# Loan Default Prediction Dataset

## Overview
This dataset is designed to help predict which individuals are most likely to default on their loan payments. It provides a valuable opportunity to tackle a significant machine learning problem within the financial services industry.

Companies, including big banks and financial institutions, leverage such data to decrease payment defaults and ensure timely loan repayments. By applying machine learning, organisations can identify high-risk individuals, allowing for the effective deployment of appropriate interventions.
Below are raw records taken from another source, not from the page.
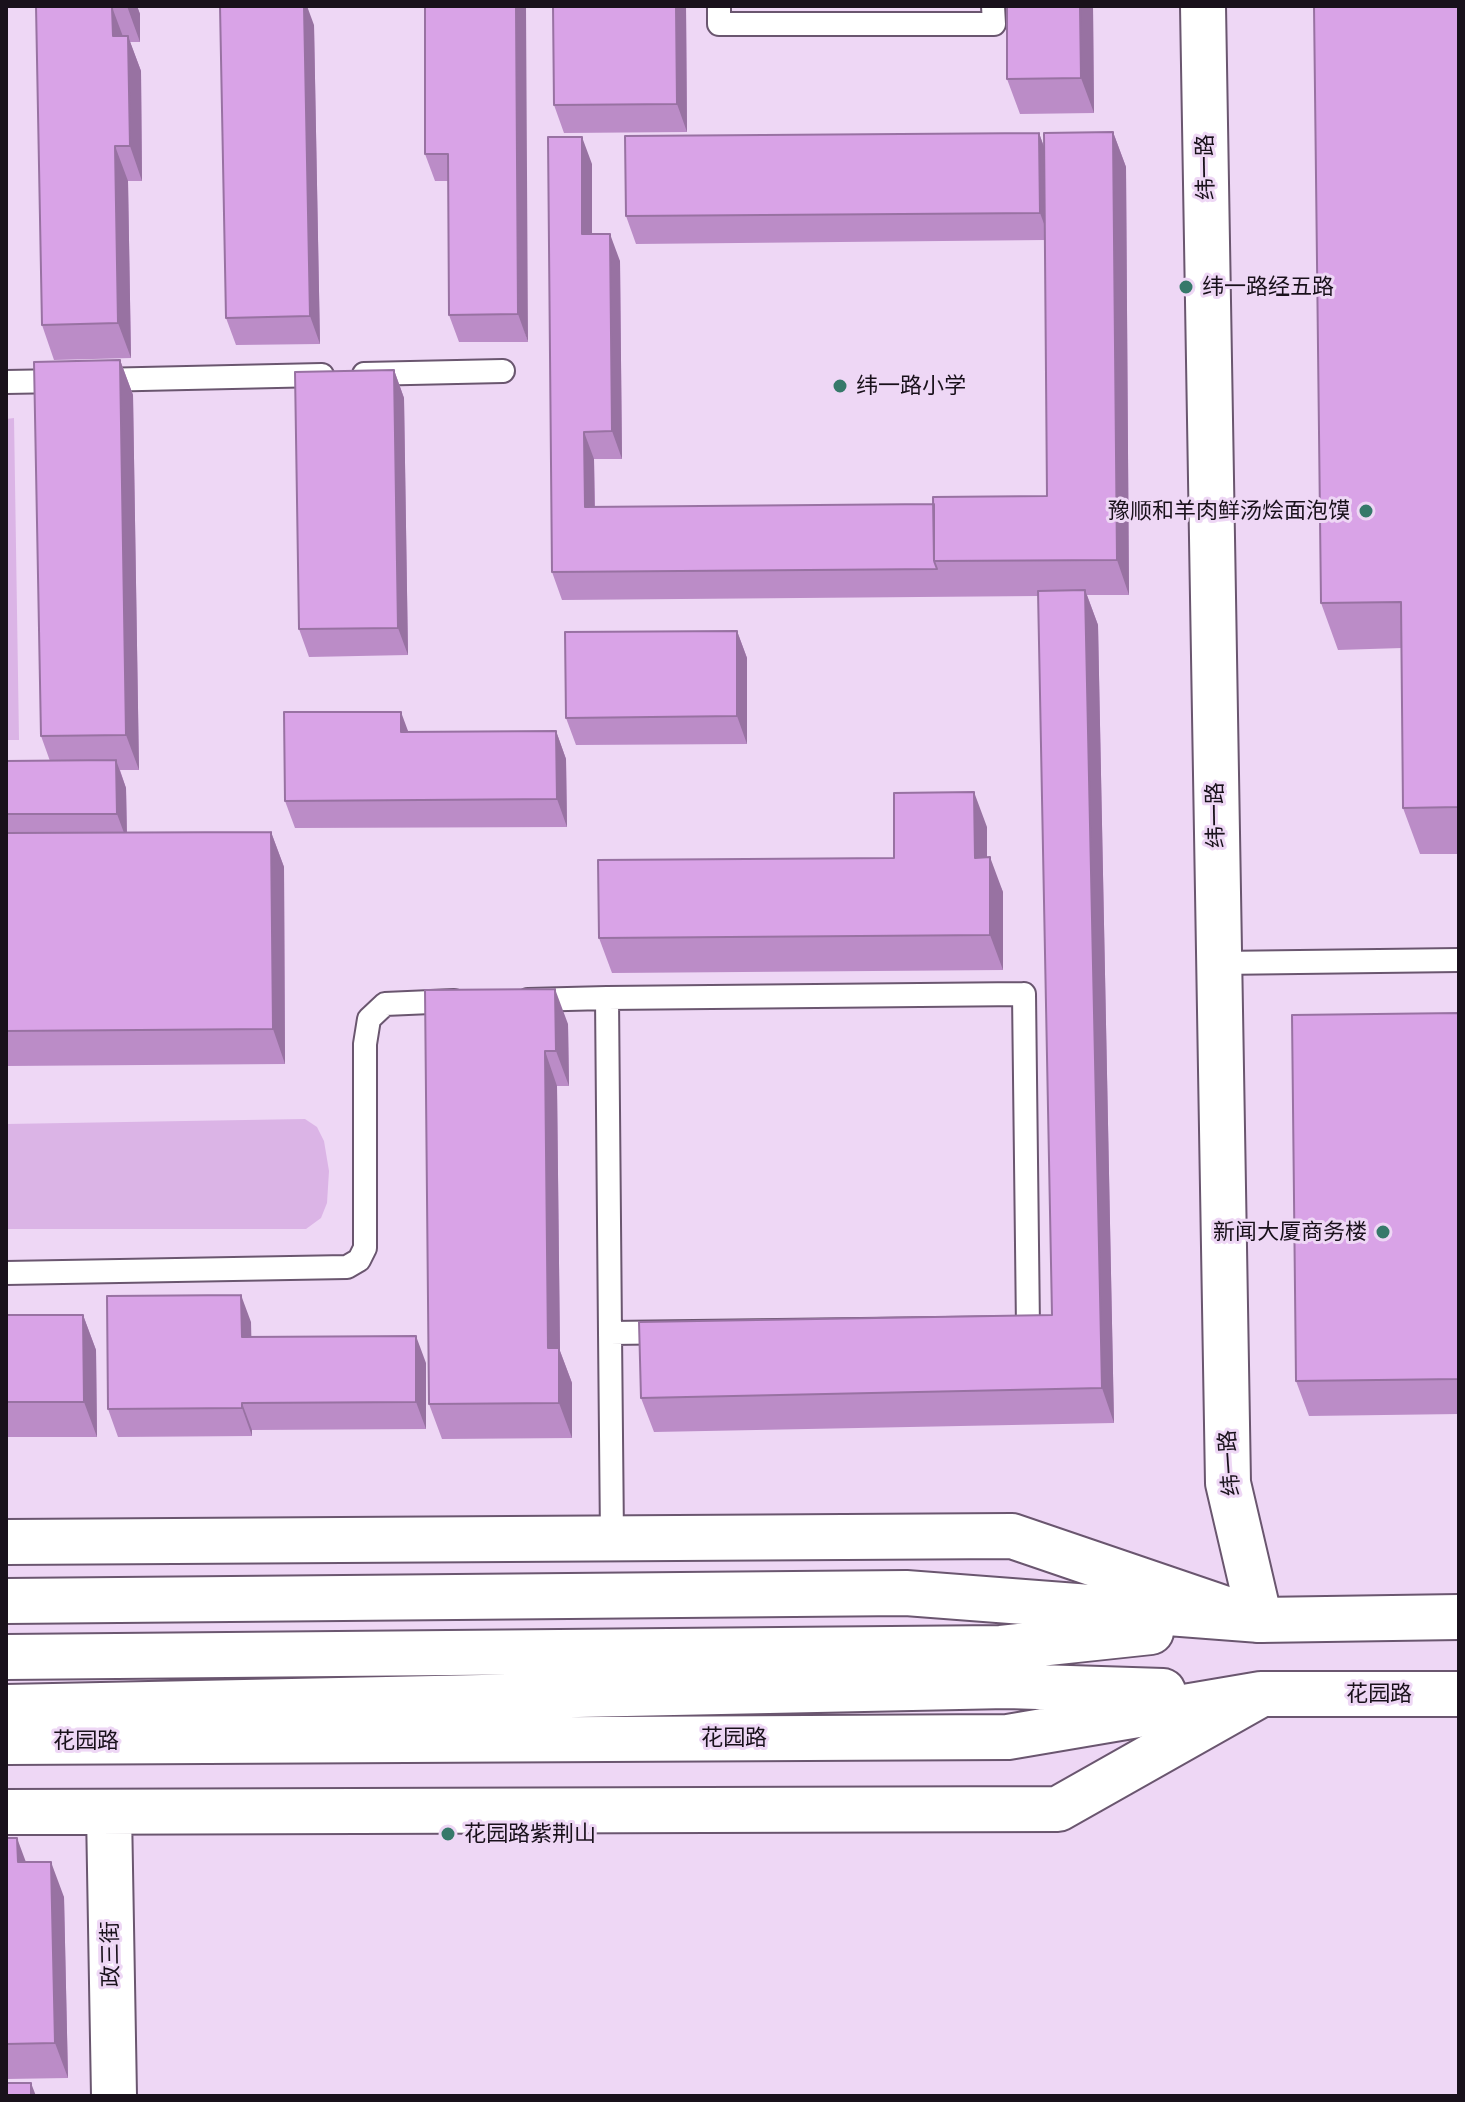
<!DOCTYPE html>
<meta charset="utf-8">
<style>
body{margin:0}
#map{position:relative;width:1465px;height:2102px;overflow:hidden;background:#eed7f5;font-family:Quicksand,sans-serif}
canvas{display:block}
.frame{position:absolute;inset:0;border:8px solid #19111b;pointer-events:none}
</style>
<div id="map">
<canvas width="1465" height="2102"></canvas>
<div class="frame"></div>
</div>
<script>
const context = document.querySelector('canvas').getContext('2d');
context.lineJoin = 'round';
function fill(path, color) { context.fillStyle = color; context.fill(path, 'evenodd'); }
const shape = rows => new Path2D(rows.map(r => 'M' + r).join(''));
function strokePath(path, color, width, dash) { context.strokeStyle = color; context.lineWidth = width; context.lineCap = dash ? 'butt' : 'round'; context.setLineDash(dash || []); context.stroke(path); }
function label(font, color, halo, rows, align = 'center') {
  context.font = font + ' Quicksand,"Noto Sans SC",sans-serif'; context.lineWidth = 6; context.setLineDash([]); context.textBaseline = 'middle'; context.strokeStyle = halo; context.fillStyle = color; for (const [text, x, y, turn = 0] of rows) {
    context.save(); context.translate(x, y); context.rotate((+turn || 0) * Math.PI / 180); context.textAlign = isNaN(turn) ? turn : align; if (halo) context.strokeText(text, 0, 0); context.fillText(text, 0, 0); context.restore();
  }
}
fill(shape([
 [14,418,19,740,6,740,6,419],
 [305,1119,317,1127,324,1141,329,1171,327,1203,321,1218,306,1229,6,1229,6,1124]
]), '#dbb4e6');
const service = shape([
 [719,6,719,24,994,24,993,6],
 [364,374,503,371],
 [97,380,322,375],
 [6,382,62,381],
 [1219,963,1459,960],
 [1024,994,1028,1328,610,1333,607,998,1024,994],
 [528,1000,607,998],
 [6,1273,347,1267,359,1260,365,1248,365,1044,369,1019,385,1004,454,1001],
 [610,1333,612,1538]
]);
const minor = shape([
 [6,1542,1012,1536,1232,1611],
 [6,1812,1058,1809,1258,1696],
 [109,1812,114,2096]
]);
const tertiary = shape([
 [1203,6,1228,1483,1260,1620]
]);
const primary = shape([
 [6,1601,906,1593,1260,1620,1459,1617],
 [6,1657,1001,1648,1151,1632],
 [6,1707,1007,1686,1163,1691],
 [6,1742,1008,1737,1261,1694,1459,1694]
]);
strokePath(service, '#6a566f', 26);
strokePath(minor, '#6a566f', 48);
strokePath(tertiary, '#6a566f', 48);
strokePath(primary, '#6a566f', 48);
strokePath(service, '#fff', 22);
strokePath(minor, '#fff', 44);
strokePath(tertiary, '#fff', 44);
strokePath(primary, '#fff', 44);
fill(shape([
 [36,6,137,6,140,14,140,42,130,42,141,71,142,181,128,181,131,358,54,360,42,325],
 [425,6,528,342,459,342,449,315,448,181,435,181,425,154],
 [686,6,687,132,564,133,554,105],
 [1093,6,1094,113,1020,114,1007,79],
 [1459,6,1459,854,1420,854,1403,808,1402,648,1338,650,1321,603],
 [314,25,320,344,236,345,226,318],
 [1113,132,1126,167,1129,595,1087,595,1098,625,1114,1423,654,1432,641,1398,1052,1315,1038,596,562,600,552,572,592,164,592,234,620,261,622,459,594,459,595,507,934,504,1047,496,1045,240,636,244,626,216,1039,133,1044,147],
 [120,360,133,395,139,770,120,770,126,788,127,833,271,832,284,867,285,1064,6,1066,6,761,50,761,41,736],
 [394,370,404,398,408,655,309,657,299,629],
 [737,631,747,658,747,744,576,745,566,718],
 [556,731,566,759,567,827,295,828,285,801,408,732],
 [987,827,987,857,1003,892,1003,970,612,973,599,938,894,858],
 [425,990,568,1024,569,1086,557,1086,560,1351,572,1383,572,1438,442,1439,429,1404],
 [1459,1013,1459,1414,1309,1416,1296,1381],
 [6,1315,83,1315,96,1350,97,1437,6,1437],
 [251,1322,251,1337,426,1363,426,1429,252,1430,252,1436,118,1437,108,1409],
 [6,1838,26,1862,64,1897,68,2078,6,2079]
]), '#bb8cc7');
fill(shape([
 [127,6,137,6,140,14,140,42],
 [304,6,307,6,314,25,320,344,310,316],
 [516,6,526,6,528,342,518,314],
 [676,6,686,6,687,132,677,104],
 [1080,6,1093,6,1094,113,1081,78],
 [112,7,125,42,113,36],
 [128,36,141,71,142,181,130,146],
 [1113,132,1126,167,1129,595,1117,560],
 [1039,133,1049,161,1050,240,1040,213],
 [582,137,592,164,592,261,582,234],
 [115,146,128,181,131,358,118,323],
 [610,234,620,261,622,459,612,431],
 [120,360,133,395,139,770,126,735],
 [394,370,404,398,408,655,398,628],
 [584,432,594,459,595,535,585,507],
 [1085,590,1098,625,1114,1423,1102,1388],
 [737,631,747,658,747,744,737,716],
 [401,712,411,739,401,732],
 [556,731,566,759,567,827,557,799],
 [116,760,126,788,127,841,117,814],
 [974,792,987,827,987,892,975,858],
 [271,832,284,867,285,1064,273,1029],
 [990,857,1003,892,1003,970,990,935],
 [555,989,568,1024,569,1086,556,1051],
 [545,1051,557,1086,560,1351,572,1383,572,1438,559,1403,548,1348],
 [241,1295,251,1322,252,1364,242,1337],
 [83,1315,96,1350,97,1437,84,1402],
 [416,1336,426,1363,426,1429,416,1402],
 [242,1403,252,1430,252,1436,242,1408],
 [17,1838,30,1873,18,1862],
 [51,1862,64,1897,68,2078,55,2043],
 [31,2083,36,2096,31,2096]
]), '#9872a2');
const building = shape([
 [36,6,127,6,112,7,113,36,128,36,130,146,115,146,118,323,42,325,36,6],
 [220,6,304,6,310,316,226,318,220,6],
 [425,6,516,6,518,314,449,315,448,154,425,154,425,6],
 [553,6,676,6,677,104,554,105,553,6],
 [1007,6,1080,6,1081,78,1007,79,1007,6],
 [1314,6,1459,6,1459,807,1403,808,1401,602,1321,603,1314,6],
 [1113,132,1117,560,934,561,933,497,1047,496,1044,133,1113,132],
 [1039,133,1040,213,626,216,625,136,1039,133],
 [548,137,582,137,582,234,610,234,612,431,584,432,585,507,934,504,934,561,937,569,552,572,548,137],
 [120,360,126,735,41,736,34,362,120,360],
 [394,370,398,628,299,629,295,372,394,370],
 [1085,590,1102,1388,641,1398,639,1322,1052,1315,1038,591,1085,590],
 [737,631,737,716,566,718,565,632,737,631],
 [284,712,401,712,401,732,556,731,557,799,285,801,284,712],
 [116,760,117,814,6,814,6,761,116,760],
 [974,792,975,858,990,857,990,935,599,938,598,860,894,858,894,793,974,792],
 [271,832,273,1029,6,1031,6,833,271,832],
 [555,989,556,1051,545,1051,548,1348,559,1348,559,1403,429,1404,425,990,555,989],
 [1459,1013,1459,1379,1296,1381,1292,1015,1459,1013],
 [241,1295,242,1337,416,1336,416,1402,242,1403,242,1408,108,1409,107,1296,241,1295],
 [6,1315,83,1315,84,1402,6,1402,6,1315],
 [6,1838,17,1838,18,1862,51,1862,55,2043,6,2044,6,1838],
 [6,2083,31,2083,31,2096,6,2096,6,2083]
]);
fill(building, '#d9a3e7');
strokePath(building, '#9872a2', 2);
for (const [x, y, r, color] of [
 [1186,287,8,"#36796a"],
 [840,386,8,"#36796a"],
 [1366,511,8,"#36796a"],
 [1383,1232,8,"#36796a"],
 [448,1834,8,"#36796a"]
]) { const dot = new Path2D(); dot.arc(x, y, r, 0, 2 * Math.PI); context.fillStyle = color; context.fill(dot); strokePath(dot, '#eed7f5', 3); }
label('22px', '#19111b', '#eed7f5', [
 ["纬一路",1206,167,-91],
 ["纬一路",1216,815,-91],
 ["纬一路",1230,1463,-94],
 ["花园路",1379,1694],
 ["花园路",734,1738],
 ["花园路",86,1741],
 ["政三街",111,1954,-91]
]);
label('22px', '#19111b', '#eed7f5', [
 ["纬一路经五路",1202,287],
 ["纬一路小学",856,386],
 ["豫顺和羊肉鲜汤烩面泡馍",1350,511,"right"],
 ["新闻大厦商务楼",1367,1232,"right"],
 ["花园路紫荆山",464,1834]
], 'left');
</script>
The dataset originates from **Coursera's Loan Default Prediction Challenge**, offering a unique resource to test and enhance modelling skills.

---

## Columns
The dataset contains **18 distinct columns**, each providing specific details about the loan and the borrower:

| Column Name | Description | Range / Values |
| :--- | :--- | :--- |
| **LoanID** | A unique identifier for each loan. | Unique string/number |
| **Age** | The age of the borrower. | 18 to 69 |
| **Income** | The annual income of the borrower. | £15,000 to £150,000 |
| **LoanAmount** | The specific amount of money borrowed. | £5,000 to £250,000 |
| **CreditScore** | The credit score of the borrower. | 300 to 849 |
| **MonthsEmployed** | The number of months the borrower has been employed. | 0 to 119 months |
| **NumCreditLines** | The total number of open credit lines the borrower possesses. | 1 to 4 |
| **InterestRate** | The interest rate applied to the loan. | 2% to 25% |
| **LoanTerm** | The duration of the loan in months. | 12, 24, 36, 48, or 60 months |
| **DTIRatio** | The Debt-to-Income ratio. | 0.1 to 0.9 |
| **Education** | The highest level of education attained by the borrower. | `Bachelor's`, `High School`, `Other` |
| **EmploymentType** | The borrower's employment status. | `Part-time`, `Unemployed`, `Other` |
| **MaritalStatus** | The marital status of the borrower. | `Married`, `Divorced`, `Other` |
| **HasMortgage** | A boolean indicating whether the borrower has a mortgage. | `true` / `false` |
| **HasDependents** | A boolean indicating whether the borrower has dependents. | `true` / `false` |
| **LoanPurpose** | The stated purpose for which the loan was taken. | `Business`, `Home`, `Other` |
| **HasCoSigner** | A boolean indicating if the loan has a co-signer. | `true` / `false` |
| **Default** | **The target variable**, indicating whether the loan defaulted or not. | `0` (No) or `1` (Yes) |

In [None]:
import pandas as pd
import os
import matplotlib.pyplot as plt


In [None]:
DATA_PATH = os.path.join("..", "Data", "raw", "Loan_default.csv")
df = pd.read_csv(DATA_PATH)

In [None]:
df.head()

In [None]:
df.info()

In [None]:
df.drop(columns=['LoanID'],axis=1,inplace=True)

In [None]:
df['Default'].value_counts(normalize=True).plot(kind='bar')
plt.title('Proportion of Loan Defaults')
plt.xlabel('Default Status')
plt.ylabel('Proportion')
plt.show()
legend_labels = ['No Default', 'Default']

In [None]:
df.duplicated().sum()

In [None]:
cat_df=df.select_dtypes(include=['object'])
cat_df.nunique()

In [None]:
cat_df.describe()

In [None]:
unique_values = {col: cat_df[col].unique().tolist() for col in cat_df.columns}
unique_values

In [None]:
num_df=list(set(df)-set(cat_df))
num_df=pd.DataFrame(df[num_df])
num_df.describe()

In [None]:
num_df.skew()

In [None]:
df.hist(bins=40, figsize=(15,10))
plt.tight_layout()
plt.show()

In [None]:
DATA_PATH = os.path.join("..", 'Data',"processed",'loan_data.csv')

In [None]:
yesNoColumns = ["HasMortgage","HasDependents", "HasCoSigner"]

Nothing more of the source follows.